Return each entry word for word, without its pictures.
⟨
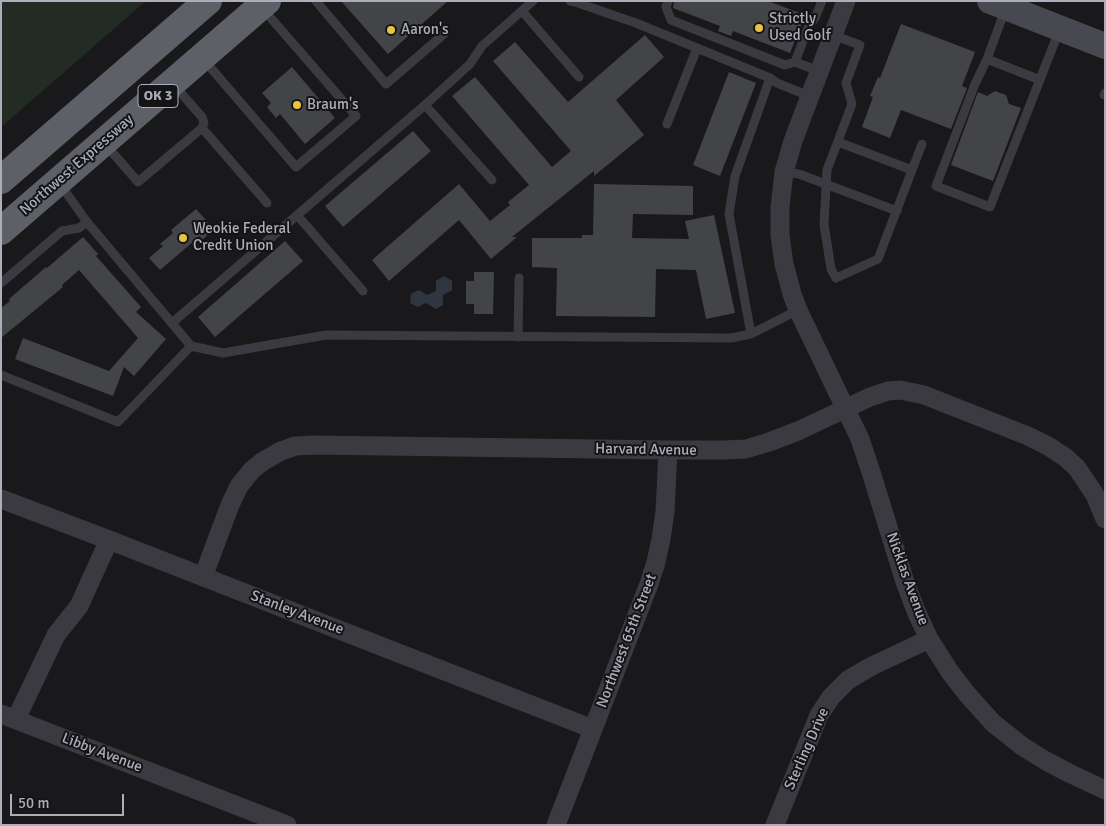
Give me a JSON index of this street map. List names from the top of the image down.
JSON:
{
  "streets": {
    "highway": ["OK 3", "Northwest Expressway"],
    "street": [
      "Harvard Avenue",
      "Nicklas Avenue",
      "Stanley Avenue",
      "Northwest 65th Street",
      "Sterling Drive",
      "Libby Avenue"
    ]
  },
  "crossings": [
    ["Harvard Avenue", "Nicklas Avenue"],
    ["Harvard Avenue", "Stanley Avenue"],
    ["Harvard Avenue", "Northwest 65th Street"],
    ["Nicklas Avenue", "Sterling Drive"],
    ["Stanley Avenue", "Northwest 65th Street"]
  ],
  "places": [
    "Strictly Used Golf",
    "Aaron's",
    "Braum's",
    "Weokie Federal Credit Union"
  ],
  "scale_bar": "50 m"
}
⟩
▶ _EXERCISE RESPONSE_
Give me a JSON index of this street map. List names from the top of the image down.
JSON:
{
  "streets": {
    "highway": ["OK 3", "Northwest Expressway"],
    "street": [
      "Harvard Avenue",
      "Nicklas Avenue",
      "Stanley Avenue",
      "Northwest 65th Street",
      "Sterling Drive",
      "Libby Avenue"
    ]
  },
  "crossings": [
    ["Harvard Avenue", "Nicklas Avenue"],
    ["Harvard Avenue", "Stanley Avenue"],
    ["Harvard Avenue", "Northwest 65th Street"],
    ["Nicklas Avenue", "Sterling Drive"],
    ["Stanley Avenue", "Northwest 65th Street"]
  ],
  "places": [
    "Strictly Used Golf",
    "Aaron's",
    "Braum's",
    "Weokie Federal Credit Union"
  ],
  "scale_bar": "50 m"
}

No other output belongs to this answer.